I was in Warsaw in April of 2019.

I really enjoyed a tour I took in a communist-era van. I thought it sounded cheesy when I first read about it, but I did some research and decided to go ahead with it. It was informative, fun, and gave a great overview. And we ended at a small restaurant for a traditional Polish lunch, a place you'd never find in guide books or discover on your own.

I went to the opera. I saw a performance of Billy Budd by the Polish National Opera at Teatr Wielki. It was excellent. Sung in English, but with both English and Polish supertitles.

The POLIN museum is outstanding for insights on the history of Jews in Poland.

I didn't take any organized tours of the historic old town and didn't feel the need. I just explored on my own with the help of Rick's guidebook. Same with the royal castle.

Posted by
6712 posts

I think you've done all your homework and excellent research, so I doubt I could offer any sites that you haven't read about yet. Please feel free to PM me if you have any questions because I was born there, grew up there (under communism at that time), and have all my family there. I feel too biased to give my impressions, but I will say that it's a very manageable (flat, easy to navigate, not too big, good transport system) and very affordable capital city as far as European capitals go - it has changed tremendously since communism fell and with increased investment. It is not Paris, it is not Berlin, certainly not London....but if you set your expectations accordingly, you can have a wonderful time there and thoroughly enjoy yourself.

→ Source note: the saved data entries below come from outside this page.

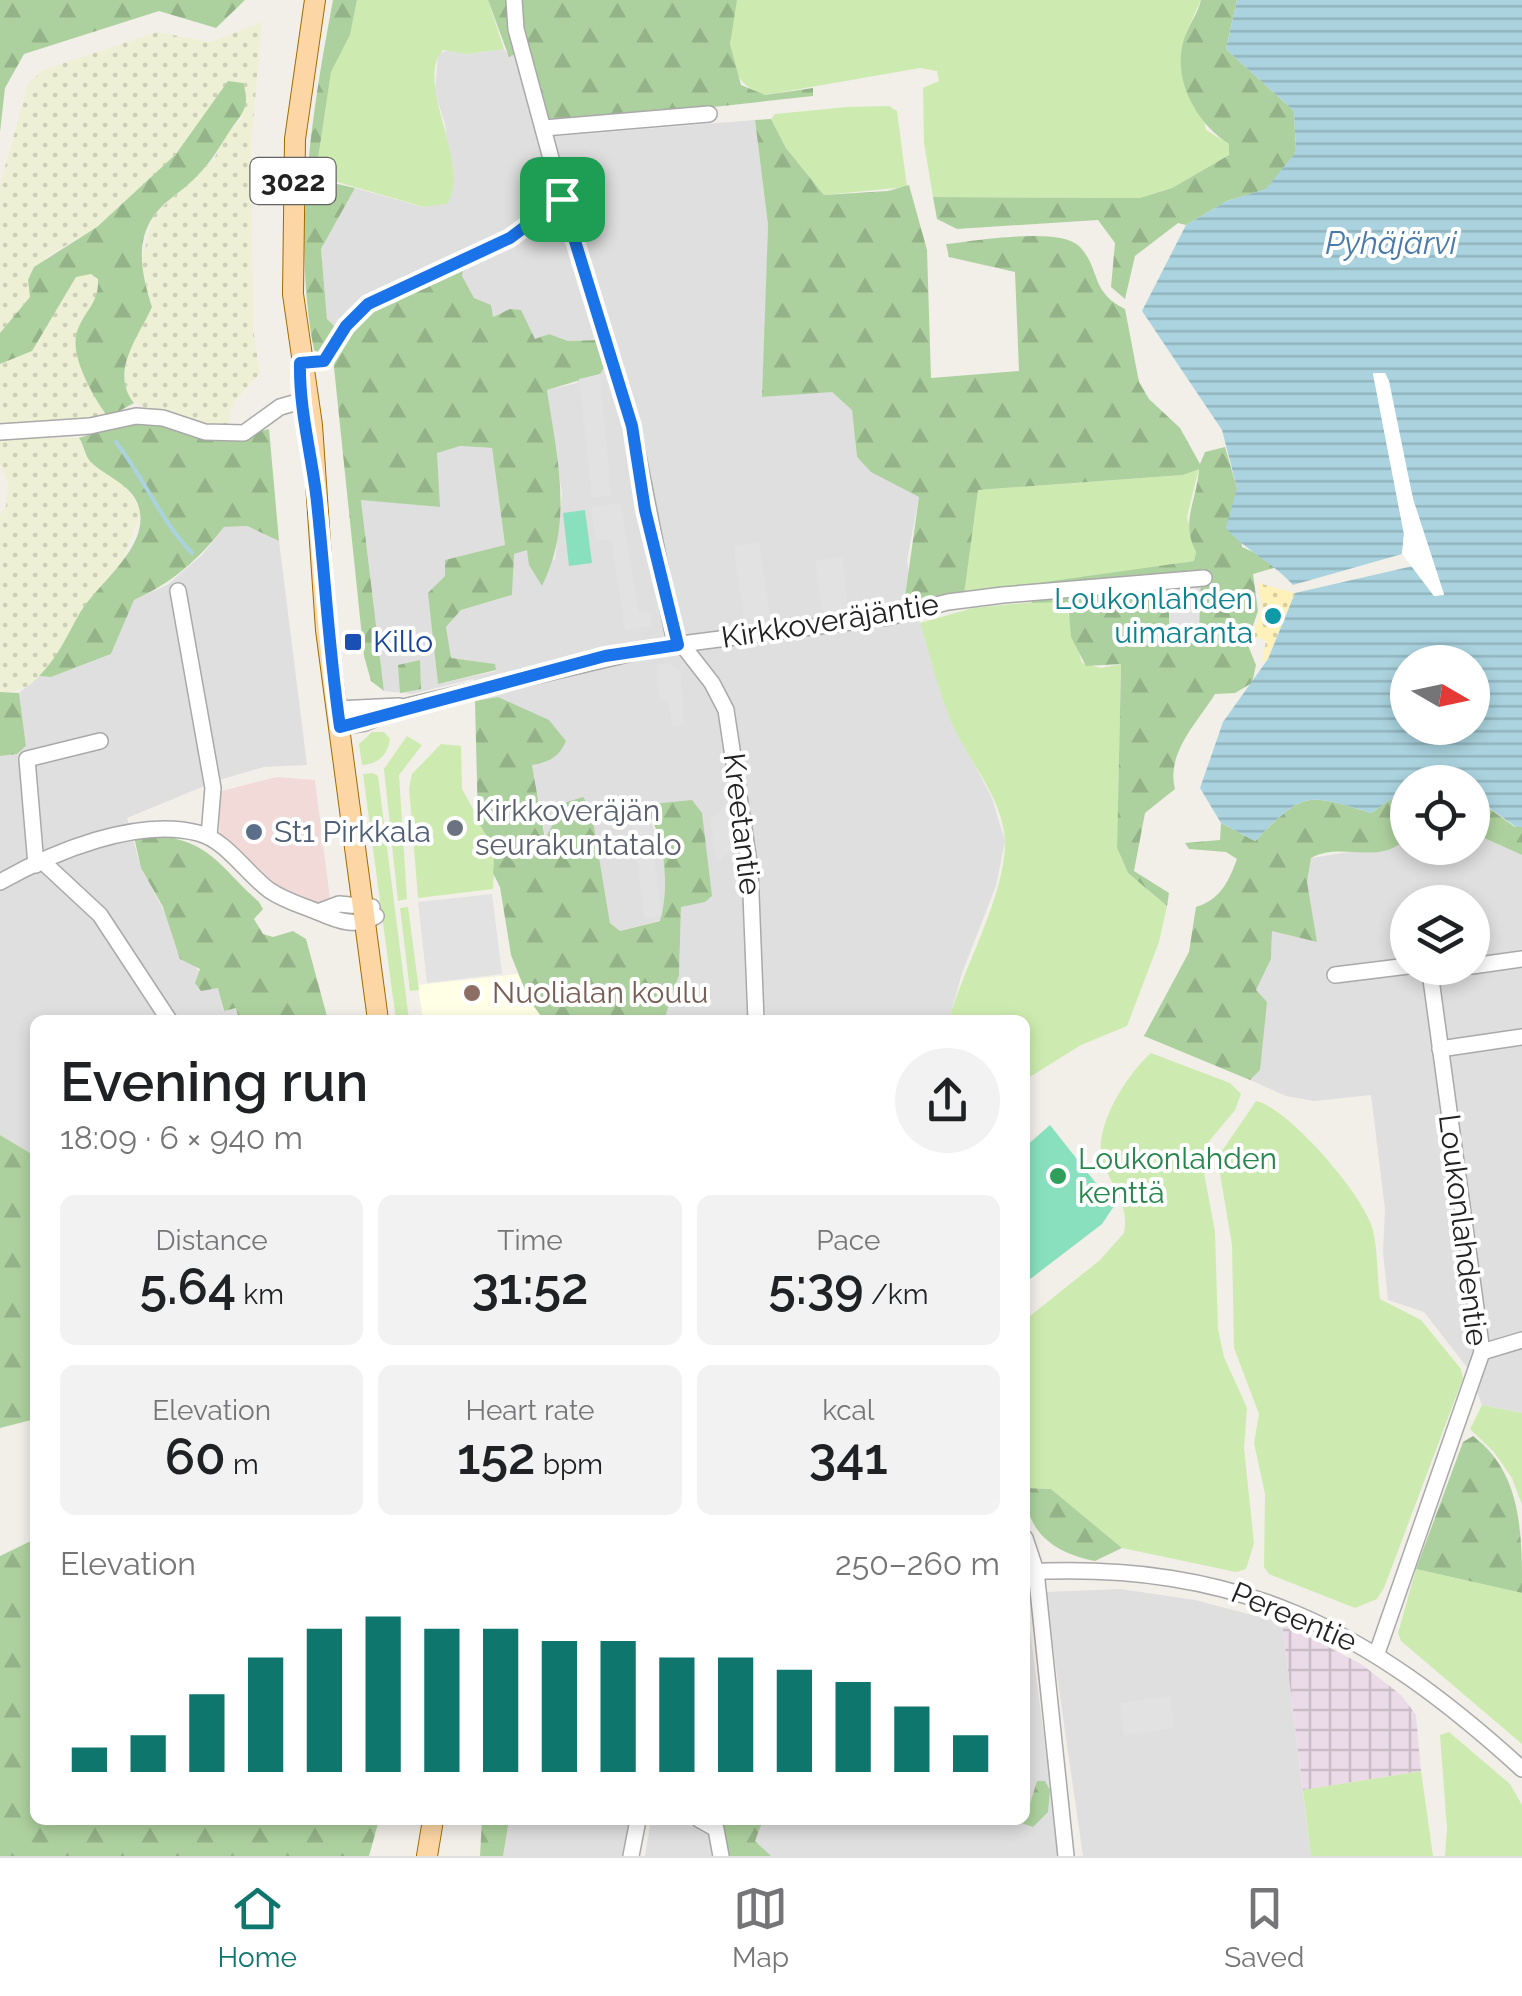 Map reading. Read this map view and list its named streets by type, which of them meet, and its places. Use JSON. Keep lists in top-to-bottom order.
{
  "streets": {
    "main road": ["3022"],
    "street": [
      "Kirkkoveräjäntie",
      "Kreetantie",
      "Loukonlahdentie",
      "Pereentie"
    ]
  },
  "crossings": [
    ["3022", "Kirkkoveräjäntie"],
    ["Kirkkoveräjäntie", "Kreetantie"],
    ["Loukonlahdentie", "Pereentie"]
  ],
  "water": ["Pyhäjärvi"],
  "places": {
    "other": [
      "Loukonlahden uimaranta",
      "Kirkkoveräjän seurakuntatalo",
      "St1 Pirkkala",
      "Nuolialan koulu",
      "Loukonlahden kenttä"
    ],
    "transit": ["Killo"]
  },
  "north": "right",
  "page": {
    "heading": ["Evening run", "18:09 · 6 × 940 m"],
    "stats": [
      ["Distance", "5.64 km"],
      ["Time", "31:52"],
      ["Pace", "5:39 /km"],
      ["Elevation", "60 m"],
      ["Heart rate", "152 bpm"],
      ["kcal", "341"]
    ],
    "chart": ["Elevation", "250–260 m"],
    "tabs": ["Home", "Map", "Saved"]
  }
} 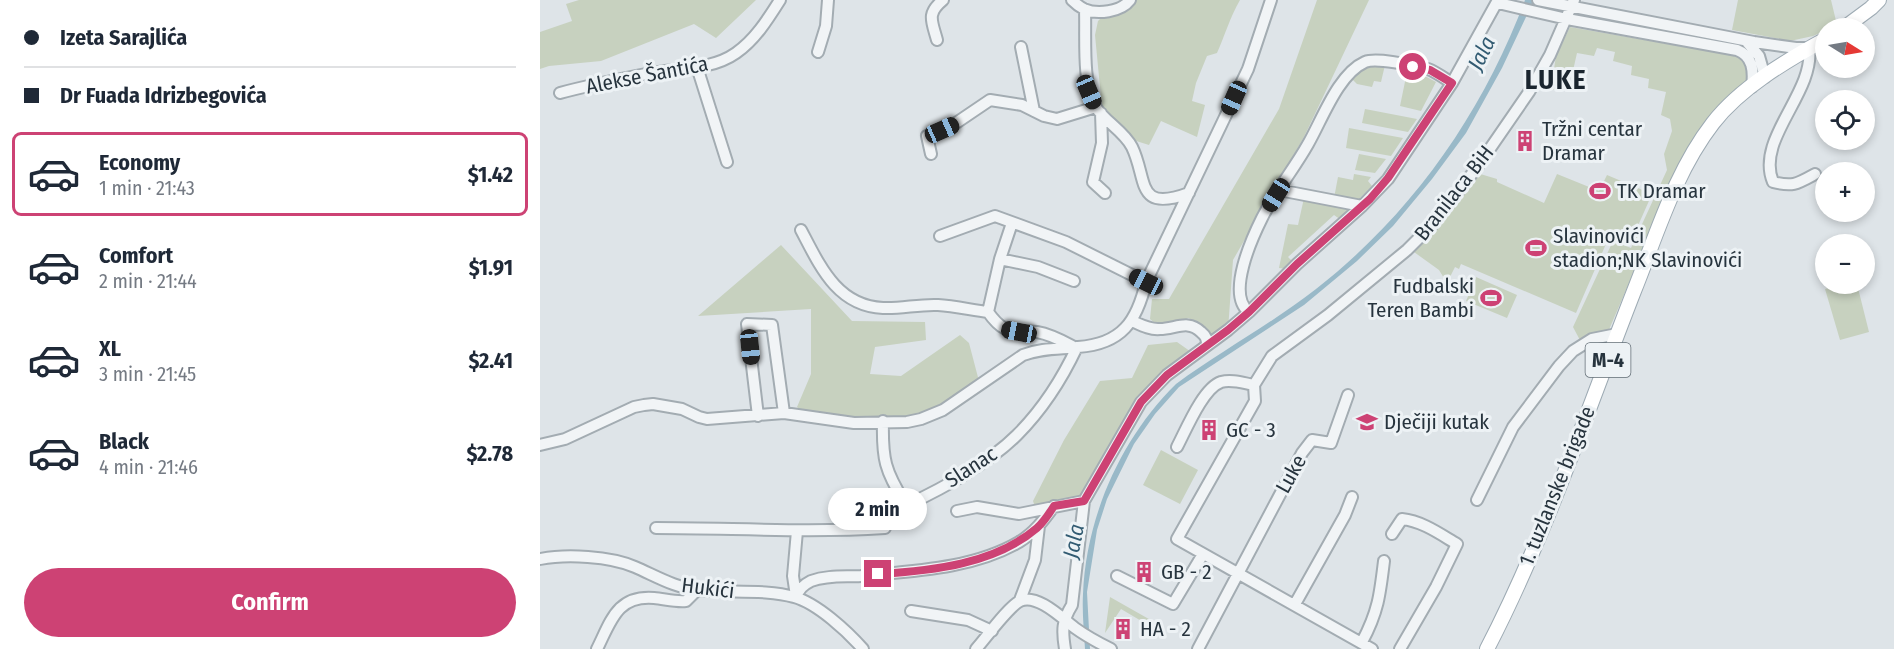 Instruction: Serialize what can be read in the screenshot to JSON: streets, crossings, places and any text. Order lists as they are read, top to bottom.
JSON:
{
  "streets": {
    "main road": ["M-4", "1. tuzlanske brigade"],
    "street": [
      "Alekse Šantića",
      "Branilaca BiH",
      "Slanac",
      "Luke",
      "Hukići"
    ]
  },
  "districts": ["LUKE"],
  "water": ["Jala"],
  "places": {
    "building": [
      "Tržni centar Dramar",
      "GC - 3",
      "GB - 2",
      "HA - 2"
    ],
    "sports": ["TK Dramar", "Slavinovići stadion;NK Slavinovići", "Fudbalski Teren Bambi"],
    "school or university": ["Dječiji kutak"]
  },
  "north": "right",
  "page": {
    "banner": ["Izeta Sarajlića", "Dr Fuada Idrizbegovića"],
    "map_buttons": ["+", "−"],
    "list": [
      {
        "name": "Economy",
        "note": "1 min · 21:43",
        "value": "$1.42"
      },
      {
        "name": "Comfort",
        "note": "2 min · 21:44",
        "value": "$1.91"
      },
      {
        "name": "XL",
        "note": "3 min · 21:45",
        "value": "$2.41"
      },
      {
        "name": "Black",
        "note": "4 min · 21:46",
        "value": "$2.78"
      }
    ],
    "bubble": "2 min",
    "buttons": "Confirm"
  }
} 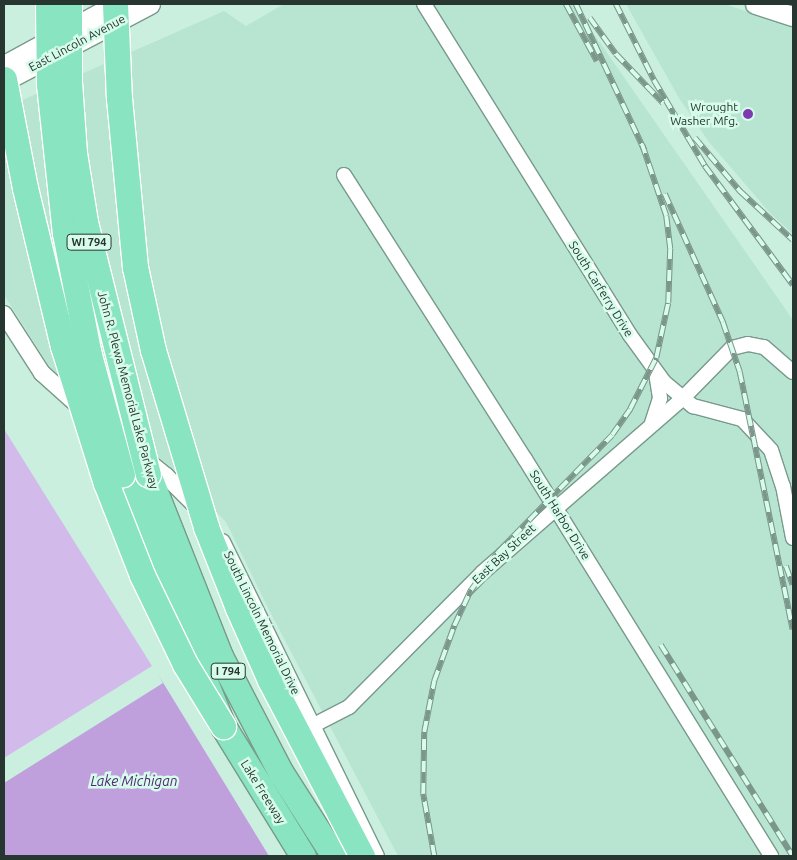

The tourism website (https://warsawtour.pl/en/brochures/) has excellent PDFs and other resources for walks centered around all sorts of interests (museums, Jewish history, etc). There are also many easy train trips to take from there because it's a central hub for the country. Łódź is one day trip I would highly recommend. Ten days in total in Warsaw seems like a lot but you seem genuinely interested in Poland and its history and, for that reason alone, I think you can fill your time and not have any regrets. Visiting Łazienki Park is one of my favorite childhood memories. They have wonderful Chopin recitals there, although in the Springtime (through Sept, I think). You also have to try the jelly donuts, called pączki.

Posted by
2874 posts

I wasn’t prepared to enjoy Warsaw as much as Krakow when we visited a few years ago. It was fall, the weather was sunny, the rustic decorations in cafes in the old town were beautiful, there was a festival going on in the old square with singing librarians one of the days (be still my heart). We took a tour of the uprising sites, visited beautiful and packed churches, historic monuments and parks. We loved the cafe scene and food. I’d LOVE to go back and spend 10 days.

Posted by
18850 posts

I spent eight full days in Warsaw in 2018. Although much of Warsaw is modern, it's very lively and real-world. It's lovely to be surrounded mostly by people who live there. I kept extending my stay because I found more to do. I would have enjoyed more time. I do walk a lot, including many occasions when others would just hop on a bus or a tram, so I might have been able to squeeze everything I did into 6 days or so if I'd been more aggressive. In addition, I'm all-in at the historical museums I visit, and both POLIN and the Warsaw Rising Museum are very, very time-consuming if you want to absorb all the information presented. Poland has done a magnificent job of making its museums English-accessible. Often there are subtitled videos to watch as well as printed material to read.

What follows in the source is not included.